Stuggling here, with the user filter, we’ve installed Omnibus Gitlab, all is working well with it searching Actice Directory, and responds well with
sudo gitlab-rake gitlab:ldap:check
and reports users and groups, before we apply a filter
BUT, we would like it to Authorize only a specific Group, e.g.
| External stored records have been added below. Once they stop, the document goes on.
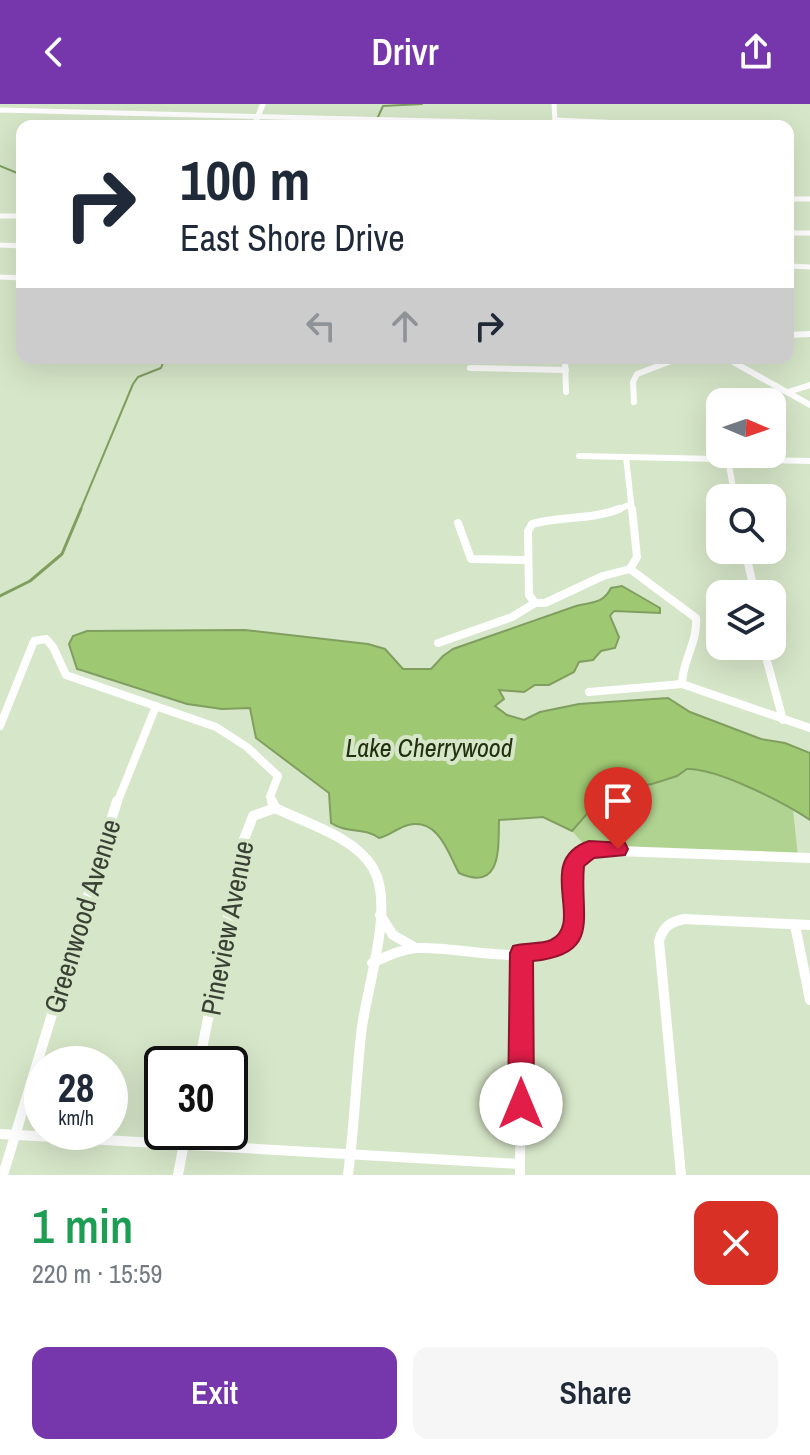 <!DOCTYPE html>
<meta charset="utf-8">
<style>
:root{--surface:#fff;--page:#f6f6f7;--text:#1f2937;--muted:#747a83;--accent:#7737ac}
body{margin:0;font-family:"Archivo Narrow",sans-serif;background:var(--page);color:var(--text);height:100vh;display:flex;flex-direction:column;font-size:30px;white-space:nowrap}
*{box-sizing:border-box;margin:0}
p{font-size:26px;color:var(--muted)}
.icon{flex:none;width:44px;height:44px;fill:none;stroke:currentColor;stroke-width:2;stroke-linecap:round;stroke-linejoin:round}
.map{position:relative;height:1071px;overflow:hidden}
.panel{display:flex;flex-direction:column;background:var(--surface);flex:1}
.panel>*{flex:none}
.banner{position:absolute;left:16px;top:16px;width:778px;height:244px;border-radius:16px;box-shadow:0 8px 32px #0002;background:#fff;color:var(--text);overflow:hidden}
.needle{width:52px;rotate:92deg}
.buttons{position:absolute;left:706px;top:284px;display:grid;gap:16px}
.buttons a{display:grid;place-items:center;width:80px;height:80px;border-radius:16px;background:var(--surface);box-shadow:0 8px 32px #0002;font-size:40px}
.speed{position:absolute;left:24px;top:942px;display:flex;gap:16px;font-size:40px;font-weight:700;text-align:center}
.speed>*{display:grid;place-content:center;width:104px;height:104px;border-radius:50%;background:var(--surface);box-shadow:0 8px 32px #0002;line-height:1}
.speed small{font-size:20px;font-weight:400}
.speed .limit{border:4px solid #111;border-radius:12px;background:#fff;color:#111}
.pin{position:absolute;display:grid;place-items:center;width:68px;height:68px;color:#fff;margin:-82px -34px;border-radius:50% 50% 50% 0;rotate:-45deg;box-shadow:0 0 8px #0007}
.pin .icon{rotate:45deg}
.me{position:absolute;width:88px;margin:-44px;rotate:0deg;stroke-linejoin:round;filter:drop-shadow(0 0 6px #0008)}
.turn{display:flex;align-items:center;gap:28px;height:168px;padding:0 32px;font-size:36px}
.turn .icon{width:104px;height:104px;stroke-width:2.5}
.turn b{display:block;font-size:56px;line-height:68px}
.lanes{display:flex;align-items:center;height:76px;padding:0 32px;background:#0003;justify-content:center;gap:40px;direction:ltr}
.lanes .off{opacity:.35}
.round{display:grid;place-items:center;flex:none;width:84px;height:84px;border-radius:16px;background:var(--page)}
.headline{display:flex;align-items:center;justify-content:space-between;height:136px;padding:0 32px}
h1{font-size:48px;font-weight:600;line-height:60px;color:#1e9e55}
.button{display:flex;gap:16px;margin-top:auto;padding:16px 32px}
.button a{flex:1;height:92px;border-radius:16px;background:var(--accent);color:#fff;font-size:32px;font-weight:600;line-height:92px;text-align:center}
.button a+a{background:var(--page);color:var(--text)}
header{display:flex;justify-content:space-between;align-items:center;height:104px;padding:0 32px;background:var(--accent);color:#fff;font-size:36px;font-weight:600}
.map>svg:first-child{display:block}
.green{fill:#b1d391}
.water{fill:#9ec872;stroke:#809f5f;stroke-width:2}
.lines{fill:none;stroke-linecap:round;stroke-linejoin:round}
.stream-far1{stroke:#809f5f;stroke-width:2}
.stream{stroke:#809f5f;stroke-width:3}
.minor-far3{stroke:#fff;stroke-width:5}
.minor-far2{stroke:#fff;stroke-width:6}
.minor-far1{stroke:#fff;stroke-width:8}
.minor{stroke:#fff;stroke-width:10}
.tertiary{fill:#fff;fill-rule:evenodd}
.route{fill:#e11d48;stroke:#92132f;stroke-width:2}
.labels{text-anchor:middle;stroke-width:8;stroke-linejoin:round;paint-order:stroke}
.water-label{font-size:26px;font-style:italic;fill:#21310d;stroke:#d6e6c8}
.near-street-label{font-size:28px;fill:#394034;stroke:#d6e6c8}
</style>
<header><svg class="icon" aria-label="back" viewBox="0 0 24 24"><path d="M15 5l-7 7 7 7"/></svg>Drivr<svg class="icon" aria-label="share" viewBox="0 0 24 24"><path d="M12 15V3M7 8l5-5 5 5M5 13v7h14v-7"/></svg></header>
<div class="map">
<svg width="810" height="1071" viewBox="0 0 810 1071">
<rect width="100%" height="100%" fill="#d6e6c8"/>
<path class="green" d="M687,665c23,-1 86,27 106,40l5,48 -209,-7 -17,-19 35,-40 45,-7 25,-8z"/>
<path class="water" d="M622,482l38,22v5l-46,-2 -4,5 9,21 -4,11 -14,3 -8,9 -14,2 -5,10 -25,13h-14l-11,7 -25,-2 5,9 -9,7 12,9 17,5 16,-8 39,-8 89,-6 22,14 71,27 24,4 25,10v67c-25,-17 -93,-52 -123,-51l-10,7 -25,8 -45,7 -35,40 -29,-14 -44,3c-1,25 4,73 -40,53 -11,-20 -20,-55 -51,-48 -11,3 -19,11 -29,13 -15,-11 -31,-4 -48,-15l-2,-30 -73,-55 -6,-30 -28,1 -35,-5 -103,-33 -7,-2 -8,-25 4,-8 14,-5 158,-1 123,14 17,5 18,20h28l12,-13 10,-7 123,-43c16,-4 27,-2 35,-18z"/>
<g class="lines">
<g class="stream-far1">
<path d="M378,13l5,-11 39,-2"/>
<path d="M0,62l22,9"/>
<path d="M80,407l53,-127 5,-7 23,-9 4,-10"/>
</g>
<path class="stream" d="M0,492l30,-15 32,-27 19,-45"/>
<g class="minor-far3">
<path d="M554,0l1,19"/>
<path d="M0,6l555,14"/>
<path d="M555,16l114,5"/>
<path d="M788,95h22"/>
<path d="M0,112h22"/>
<path d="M788,129h22"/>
<path d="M0,141l22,1"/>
<path d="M788,162l22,1"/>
<path d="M0,173l22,1"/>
</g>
<g class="minor-far2">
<path d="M788,231l22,-1"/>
<path d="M565,254l1,34"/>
<path d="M726,254l84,47"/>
<path d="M470,264l96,2"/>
<path d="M788,288l22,-7"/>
<path d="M634,298l-1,-20 4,-8 42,-16"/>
<path d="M579,352l231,5"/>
<path d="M626,353l6,54"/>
<path d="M728,356l7,38"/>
<path d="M614,407l15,-6"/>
</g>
<g class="minor-far1">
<path d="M619,405c-28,11 -58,7 -87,15l-4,7 1,64 6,8h10l58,-27 27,-7"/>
<path d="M458,419l13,36 56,1"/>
<path d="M745,446l10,44"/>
<path d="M630,465l7,-12 -5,-48"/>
<path d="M630,465l66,49c2,24 -14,43 -14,66l128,44"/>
<path d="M438,539l74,-26 23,-14"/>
<path d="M763,542l20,74"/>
<path d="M589,588l93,-8"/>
<path d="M0,622l34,-85 12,-2 7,8 13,28 150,52 31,20 31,29 -8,21 3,6"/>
<path d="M117,699l39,-97"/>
</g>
<g class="minor">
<path d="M272,697l3,7c31,15 80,29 98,60 23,39 -8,123 -12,167 -5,47 -7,94 -13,140"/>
<path d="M380,811l13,20 23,13"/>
<path d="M795,821l15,75"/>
<path d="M372,859c15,-7 30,-14 46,-15 40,-2 105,18 140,-2 39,-22 -7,-74 31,-96l221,8"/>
<path d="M199,960l44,-222 10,-26 22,-8"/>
<path d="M0,1030l520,30"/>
<path d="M3,1071l114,-374"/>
<path d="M178,1071l8,-43"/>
<path d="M520,1071l1,-222"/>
<path d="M681,1071l-22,-234c4,-14 11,-19 25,-22l126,6"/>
</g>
<path class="tertiary" d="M260,0h6l-9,22h-6z"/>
</g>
<path class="route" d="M589,737l36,2 3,6 -3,6 -31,3 -10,8c-5,50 19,88 -51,95l1,143 -4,8 -9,4 -9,-4 -4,-8 2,-151 3,-7c12,-4 27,-1 38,-6 35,-17 -18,-80 38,-99z"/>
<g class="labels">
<g class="water-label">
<text x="429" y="653">Lake Cherrywood</text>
</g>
<g class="near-street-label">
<text transform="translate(82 812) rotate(-73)" y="10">Greenwood Avenue</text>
<text transform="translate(227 824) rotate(-79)" y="10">Pineview Avenue</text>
</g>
</g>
</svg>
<div class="buttons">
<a><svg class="needle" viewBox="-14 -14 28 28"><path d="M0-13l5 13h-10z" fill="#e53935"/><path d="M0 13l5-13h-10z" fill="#747a83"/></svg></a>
<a><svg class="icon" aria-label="search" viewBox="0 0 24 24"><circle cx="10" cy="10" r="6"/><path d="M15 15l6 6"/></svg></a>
<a><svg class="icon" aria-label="layers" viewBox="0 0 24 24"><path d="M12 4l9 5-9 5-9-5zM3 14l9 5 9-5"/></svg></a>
</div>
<div class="speed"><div>28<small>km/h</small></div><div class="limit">30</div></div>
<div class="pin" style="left:618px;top:745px;background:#d93025"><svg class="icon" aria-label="arrive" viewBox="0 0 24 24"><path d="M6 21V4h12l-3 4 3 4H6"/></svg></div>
<svg class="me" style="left:521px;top:1000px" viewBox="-20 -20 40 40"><circle r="19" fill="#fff"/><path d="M0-13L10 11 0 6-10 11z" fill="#e11d48"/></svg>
<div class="banner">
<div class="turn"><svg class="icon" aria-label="right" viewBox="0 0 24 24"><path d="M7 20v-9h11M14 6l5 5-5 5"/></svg><div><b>100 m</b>East Shore Drive</div></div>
<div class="lanes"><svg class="icon off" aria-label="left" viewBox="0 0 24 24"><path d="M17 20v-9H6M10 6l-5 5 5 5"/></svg><svg class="icon off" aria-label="ahead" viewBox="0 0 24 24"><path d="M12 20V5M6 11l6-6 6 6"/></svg><svg class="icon" aria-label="right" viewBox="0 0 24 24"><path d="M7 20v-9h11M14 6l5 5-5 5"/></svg></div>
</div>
</div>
<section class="panel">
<div class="headline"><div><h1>1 min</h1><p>220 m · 15:59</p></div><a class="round" style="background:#d93025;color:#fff"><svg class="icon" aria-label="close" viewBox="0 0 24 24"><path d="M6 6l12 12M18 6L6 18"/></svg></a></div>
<div class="button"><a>Exit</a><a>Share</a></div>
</section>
GitLab User
gitlab_rails[‘ldap_enabled’] = true
gitlab_rails[‘ldap_servers’] = YAML.load <<-EOS
main: # ‘main’ is the GitLab ‘provider ID’ of this LDAP server
label: ‘ActiveDirectory’
host: ‘dc2.not.doc.hall.co.uk’
port: 389
uid: ‘sAMAccountName’
method: ‘plain’ # “tls” or “ssl” or “plain”
bind_dn: ‘CN=LDAP-Search,CN=Users,DC=not,DC=doc,DC=hall,DC=co,DC=uk’
password: ‘password’
active_directory: true
allow_username_or_email_login: false
block_auto_created_users: false
base: ‘OU=NET Groups,DC=not,DC=doc,DC=hall,DC=co,DC=uk’
user_filter: ‘(&(objectClass=user)(|(memberOf:1.2.840.113556.1.4.1941:=CN=GitLab User,OU=NOT Groups,DC=not,DC=doc,DC=hall,DC=co,DC=uk)))’
the above does not show any users, if we remove the user filter it does show all users and groups of NOT Groups.
Any ideas what the filter should be so I can tick this bit off.